START STORED DATA
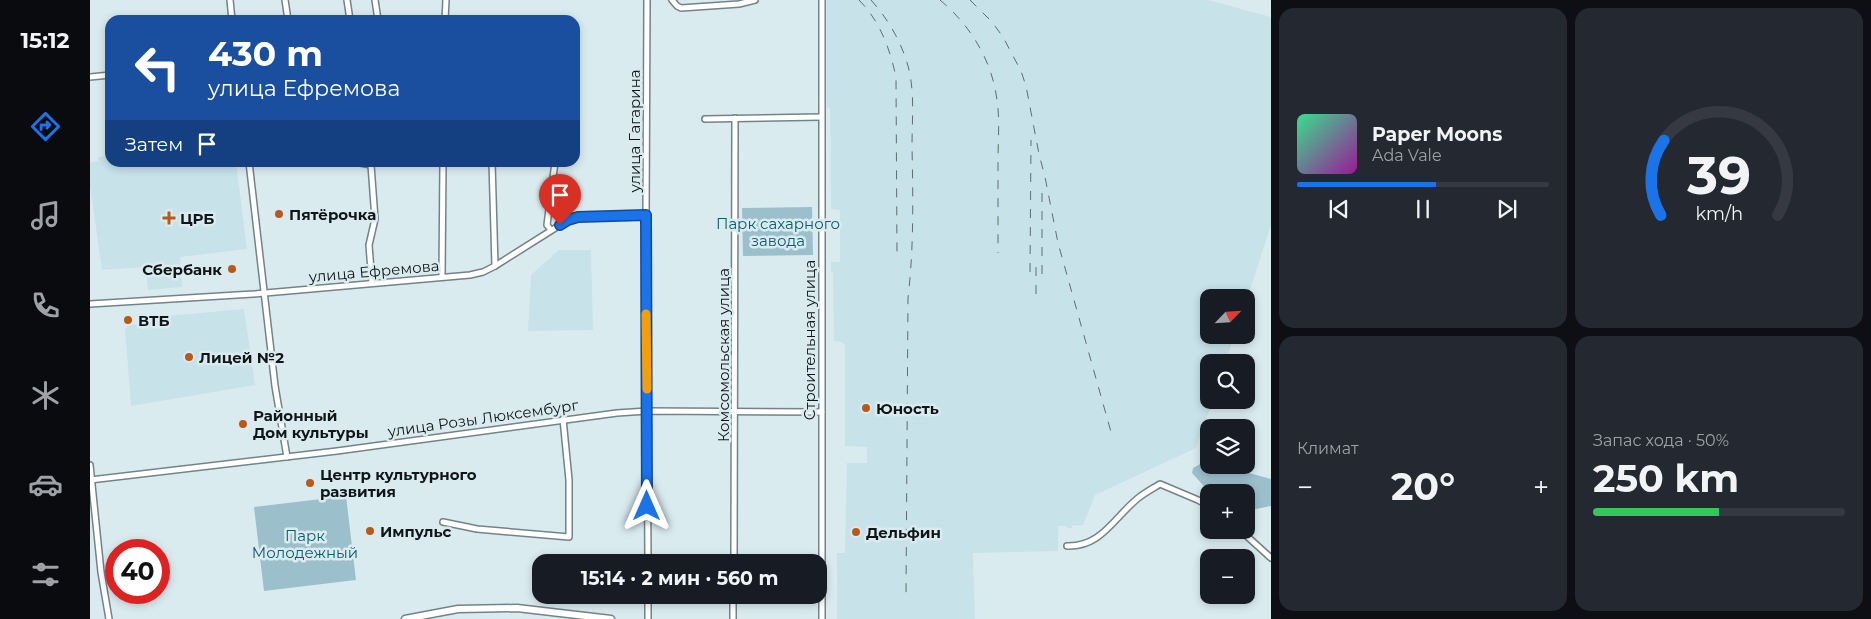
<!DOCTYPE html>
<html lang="ru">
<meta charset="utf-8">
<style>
body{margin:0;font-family:Montserrat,sans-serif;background:#242831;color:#f1f3f6;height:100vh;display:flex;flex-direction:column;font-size:19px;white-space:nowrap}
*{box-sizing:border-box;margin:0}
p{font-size:16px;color:#9ea1a6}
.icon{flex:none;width:28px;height:28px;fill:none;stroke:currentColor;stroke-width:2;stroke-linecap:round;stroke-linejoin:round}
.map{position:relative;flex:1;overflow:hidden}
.sheet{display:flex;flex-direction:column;gap:8px;padding:8px;background:#0d0f14;width:600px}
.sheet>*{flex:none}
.hud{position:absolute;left:15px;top:15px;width:475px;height:152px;border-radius:15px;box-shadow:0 2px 8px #0003;background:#1a4fa0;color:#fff;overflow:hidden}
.needle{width:32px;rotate:65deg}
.tools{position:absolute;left:1110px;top:289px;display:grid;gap:10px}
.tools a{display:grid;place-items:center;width:55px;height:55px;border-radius:10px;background:#171b24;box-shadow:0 2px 8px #0003;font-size:25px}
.speed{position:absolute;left:15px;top:539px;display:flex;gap:10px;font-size:25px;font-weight:700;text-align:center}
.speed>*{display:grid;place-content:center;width:65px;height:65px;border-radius:50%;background:#171b24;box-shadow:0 2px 8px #0003;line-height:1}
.speed .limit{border:8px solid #d22;background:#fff;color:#111}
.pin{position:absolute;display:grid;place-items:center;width:42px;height:42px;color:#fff;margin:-51px -21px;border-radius:50% 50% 50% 0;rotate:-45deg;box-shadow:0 0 5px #0007}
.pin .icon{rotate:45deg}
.me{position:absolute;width:55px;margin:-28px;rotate:0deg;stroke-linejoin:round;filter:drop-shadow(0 0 4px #0008)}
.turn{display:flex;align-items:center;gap:18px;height:105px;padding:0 20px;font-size:22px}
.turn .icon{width:65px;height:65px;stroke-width:2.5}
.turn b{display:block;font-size:35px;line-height:42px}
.then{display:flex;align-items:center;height:48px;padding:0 20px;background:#0003;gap:10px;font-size:19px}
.big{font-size:38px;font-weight:700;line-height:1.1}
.sheet .widget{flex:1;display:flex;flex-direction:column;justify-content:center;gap:8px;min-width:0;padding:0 18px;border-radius:15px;background:#242831}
.sheet .dial{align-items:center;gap:0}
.dial svg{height:130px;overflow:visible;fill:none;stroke:#363941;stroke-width:7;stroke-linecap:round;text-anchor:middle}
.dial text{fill:#f1f3f6;stroke:none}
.song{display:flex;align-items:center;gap:15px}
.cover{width:60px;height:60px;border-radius:8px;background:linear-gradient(135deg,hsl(150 70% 55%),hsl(300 70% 35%))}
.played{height:5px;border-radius:2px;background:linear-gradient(90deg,#1a73e8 55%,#363941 55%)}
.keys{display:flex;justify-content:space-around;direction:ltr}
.heat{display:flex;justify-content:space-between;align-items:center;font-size:28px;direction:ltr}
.charge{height:8px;border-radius:4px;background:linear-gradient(90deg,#34c759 50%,#363941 0)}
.sheet .tiles{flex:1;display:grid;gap:8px;grid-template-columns:repeat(2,1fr)}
.trip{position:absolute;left:442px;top:554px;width:295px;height:50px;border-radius:15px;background:#171b24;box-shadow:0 2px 8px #0003;font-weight:700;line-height:50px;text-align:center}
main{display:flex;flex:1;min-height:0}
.dock{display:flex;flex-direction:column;width:90px;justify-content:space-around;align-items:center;background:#090b0e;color:#9ea1a6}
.dock .icon{width:35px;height:35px}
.dock .active{color:#1a73e8}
.dock b{font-size:22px;color:#f1f3f6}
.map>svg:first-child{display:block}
.built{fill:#c7e2e9}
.green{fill:#9bc0cb}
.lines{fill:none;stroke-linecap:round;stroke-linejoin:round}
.minor-casing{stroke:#748388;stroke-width:8}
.major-casing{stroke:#748388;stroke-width:9}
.minor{stroke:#fff;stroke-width:5}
.major{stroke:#fff;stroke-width:6}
.rail{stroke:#626c6f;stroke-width:1;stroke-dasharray:9 9;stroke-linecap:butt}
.route-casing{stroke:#114b97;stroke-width:12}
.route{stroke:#1a73e8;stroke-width:9}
.slow{stroke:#f59e0b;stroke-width:9}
.poi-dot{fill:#b95818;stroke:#daebf0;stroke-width:2}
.labels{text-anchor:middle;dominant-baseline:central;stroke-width:5;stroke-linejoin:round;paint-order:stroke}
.street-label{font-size:15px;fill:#101617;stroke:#daebf0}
.poi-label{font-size:15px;font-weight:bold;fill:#101617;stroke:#daebf0;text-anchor:start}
.park-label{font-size:15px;fill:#085d6f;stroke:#daebf0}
</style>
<main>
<nav class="dock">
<b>15:12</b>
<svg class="icon active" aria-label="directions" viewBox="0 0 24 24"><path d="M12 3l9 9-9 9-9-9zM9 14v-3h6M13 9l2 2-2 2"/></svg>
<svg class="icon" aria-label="music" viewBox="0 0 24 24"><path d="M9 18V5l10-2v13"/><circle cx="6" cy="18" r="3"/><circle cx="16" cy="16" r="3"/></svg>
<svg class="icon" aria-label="phone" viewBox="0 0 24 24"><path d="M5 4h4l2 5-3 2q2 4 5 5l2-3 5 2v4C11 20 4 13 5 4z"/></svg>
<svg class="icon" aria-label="climate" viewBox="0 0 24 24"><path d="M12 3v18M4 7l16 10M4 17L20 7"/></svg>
<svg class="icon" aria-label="car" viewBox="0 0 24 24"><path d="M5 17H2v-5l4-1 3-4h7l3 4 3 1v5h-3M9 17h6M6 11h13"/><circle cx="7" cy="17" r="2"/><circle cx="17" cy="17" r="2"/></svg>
<svg class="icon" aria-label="filters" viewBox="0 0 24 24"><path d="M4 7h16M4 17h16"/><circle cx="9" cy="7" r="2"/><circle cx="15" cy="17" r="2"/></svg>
</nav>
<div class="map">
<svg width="1181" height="619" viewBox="0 0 1181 619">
<rect width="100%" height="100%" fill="#daebf0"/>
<g class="built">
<path d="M737,0H1118L1181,17V225L1156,302V298H1119V335H1145L1135,362H1119V400H1123L1106,448L1005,495L993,525L982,526V528H977V526H968V551L883,553L885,619H747V553H755L757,463H777V447L755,446V345L752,342L744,341L743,272H741V262H750V210L741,209L740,109L737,107Z"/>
<path d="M20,155V162L146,163L157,249L90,257L92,287L58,290L56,267L12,270L0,186V162L8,161V157Z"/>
<path d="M469,250H501L503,330L438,331L441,275Z"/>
<path d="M154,309L165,385L41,406L35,329L37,328V325L54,323V318Z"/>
</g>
<g class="green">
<path d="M722,207L723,255L653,256L652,208Z"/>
<path d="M1112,463H1119V465H1130L1181,479V506L1156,511V492H1119L1102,473L1103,468Z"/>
<path d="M256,496L266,580L174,591L164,507Z"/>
</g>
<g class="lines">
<g class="minor-casing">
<g id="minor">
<path d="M140,0L142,20"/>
<path d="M195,0L198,20"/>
<path d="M257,0L260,20"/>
<path d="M285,0L288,20"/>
<path d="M557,0L556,215L558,562"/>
<path d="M582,0L587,6L591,8L649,4L665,0"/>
<path d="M732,0V619"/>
<path d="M355,20L356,0"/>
<path d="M0,77L20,75"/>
<path d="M615,119L731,117"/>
<path d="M159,162L185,386L197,457"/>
<path d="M265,162L281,165L285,219L279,245L282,283"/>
<path d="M402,162L405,266"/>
<path d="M461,230L457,225L465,162"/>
<path d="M352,277L353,162"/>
<path d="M0,304L163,294L380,275L393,272L405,266L478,220L488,217L556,215"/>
<path d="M0,465L11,572L19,619"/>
<path d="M0,480L247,451L527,413L557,411L732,412"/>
<path d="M353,522L387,529L479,537V480L473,419"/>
<path d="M1150,530L1181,558"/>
<path d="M977,546C1011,547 1023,519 1047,499C1054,493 1062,489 1070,484L1108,500L1119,506"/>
<path d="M644,562L645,118"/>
<path d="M558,595V619"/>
<path d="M643,619V595"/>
</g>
</g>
<g class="major-casing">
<path id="major" d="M315,619L368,609L427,608L521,619"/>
</g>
<use href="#minor" class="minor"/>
<use href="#major" class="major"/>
<g class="rail">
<path d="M769,0C790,21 800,49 806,77L807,257"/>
<path d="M781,0C798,19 811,41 818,66C825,91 822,120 822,146C823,197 824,247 818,298L816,595"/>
<path d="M850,0C880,25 902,60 907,100C910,120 908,141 908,161C908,192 908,223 908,253"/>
<path d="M880,0L902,22L913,37L931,71L936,86L949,154L955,177L968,243L1021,432"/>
<path d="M940,272L941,140"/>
<path d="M952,274V189"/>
<path d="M946,294V264"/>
</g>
</g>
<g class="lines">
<g class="route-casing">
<path id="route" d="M470,225L478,220L488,217L556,215L557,506"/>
</g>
<use href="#route" class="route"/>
<path class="slow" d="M556,314L557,389"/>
</g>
<g class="poi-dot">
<circle cx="189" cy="214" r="5"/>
<path d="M76.5 210.5h5v5h5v5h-5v5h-5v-5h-5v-5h5z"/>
<circle cx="142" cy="269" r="5"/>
<circle cx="38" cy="320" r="5"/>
<circle cx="99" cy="357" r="5"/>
<circle cx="776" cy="408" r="5"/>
<circle cx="153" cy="424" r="5"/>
<circle cx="220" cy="483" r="5"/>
<circle cx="280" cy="531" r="5"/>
<circle cx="766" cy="532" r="5"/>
</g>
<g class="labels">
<g class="street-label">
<text transform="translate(544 131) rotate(-90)">улица Гагарина</text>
<text transform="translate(284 271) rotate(-5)">улица Ефремова</text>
<text transform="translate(719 340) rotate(-90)">Строительная улица</text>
<text transform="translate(633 355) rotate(-90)">Комсомольская улица</text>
<text transform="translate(393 418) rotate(-8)">улица Розы Люксембург</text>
</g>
<g class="poi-label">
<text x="199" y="214">Пятёрочка</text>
<text x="90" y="218">ЦРБ</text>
<text x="132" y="269" text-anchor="end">Сбербанк</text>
<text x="48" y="320">ВТБ</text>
<text x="109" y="357">Лицей №2</text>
<text x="786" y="408">Юность</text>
<text x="163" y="415">Районный<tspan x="163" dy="17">Дом культуры</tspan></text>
<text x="230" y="474">Центр культурного<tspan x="230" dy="17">развития</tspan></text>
<text x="290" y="531">Импульс</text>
<text x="776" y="532">Дельфин</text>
</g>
<g class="park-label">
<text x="688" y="223">Парк сахарного<tspan x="688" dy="17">завода</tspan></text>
<text x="215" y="535">Парк<tspan x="215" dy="17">Молодежный</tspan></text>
</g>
</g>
</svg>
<div class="tools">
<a><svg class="needle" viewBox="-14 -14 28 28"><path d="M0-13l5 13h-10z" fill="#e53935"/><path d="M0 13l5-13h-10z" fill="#9ea1a6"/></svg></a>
<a><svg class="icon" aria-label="search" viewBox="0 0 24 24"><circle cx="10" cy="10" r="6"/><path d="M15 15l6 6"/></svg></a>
<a><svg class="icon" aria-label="layers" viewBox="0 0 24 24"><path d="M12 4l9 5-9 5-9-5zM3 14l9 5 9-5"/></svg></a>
<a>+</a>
<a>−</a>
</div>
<div class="speed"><div class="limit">40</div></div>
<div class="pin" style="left:470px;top:225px;background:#d93025"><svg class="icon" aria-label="arrive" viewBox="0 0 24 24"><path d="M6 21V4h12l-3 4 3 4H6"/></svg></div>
<svg class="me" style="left:557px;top:506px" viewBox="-20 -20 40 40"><path d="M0-17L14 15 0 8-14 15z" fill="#1a73e8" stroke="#fff" stroke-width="4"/></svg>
<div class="trip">15:14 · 2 мин · 560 m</div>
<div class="hud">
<div class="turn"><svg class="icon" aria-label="left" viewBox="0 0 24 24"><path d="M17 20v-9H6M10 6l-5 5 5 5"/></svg><div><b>430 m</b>улица Ефремова</div></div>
<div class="then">Затем<svg class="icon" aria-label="arrive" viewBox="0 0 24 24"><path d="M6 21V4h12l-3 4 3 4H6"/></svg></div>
</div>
</div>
<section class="sheet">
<div class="tiles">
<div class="widget">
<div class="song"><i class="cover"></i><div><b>Paper Moons</b><p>Ada Vale</p></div></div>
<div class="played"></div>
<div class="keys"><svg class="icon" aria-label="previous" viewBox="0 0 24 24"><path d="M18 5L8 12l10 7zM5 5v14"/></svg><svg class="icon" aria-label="pause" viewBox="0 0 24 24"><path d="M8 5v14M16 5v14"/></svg><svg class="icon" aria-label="next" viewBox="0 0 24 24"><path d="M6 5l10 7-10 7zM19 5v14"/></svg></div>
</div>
<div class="widget dial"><svg viewBox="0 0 100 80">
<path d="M14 69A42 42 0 1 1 86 69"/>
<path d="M14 69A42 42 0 0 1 16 23" stroke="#1a73e8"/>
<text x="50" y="56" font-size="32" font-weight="700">39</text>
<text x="50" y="72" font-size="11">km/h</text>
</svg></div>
<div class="widget"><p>Климат</p>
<div class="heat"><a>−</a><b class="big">20°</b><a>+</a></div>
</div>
<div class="widget"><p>Запас хода · 50%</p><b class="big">250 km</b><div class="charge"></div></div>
</div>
</section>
</main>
END STORED DATA
THE TASK
Using the data above, tally each line in which "song" appears and give the number with no other words.

RESPONSE TO THIS TASK
2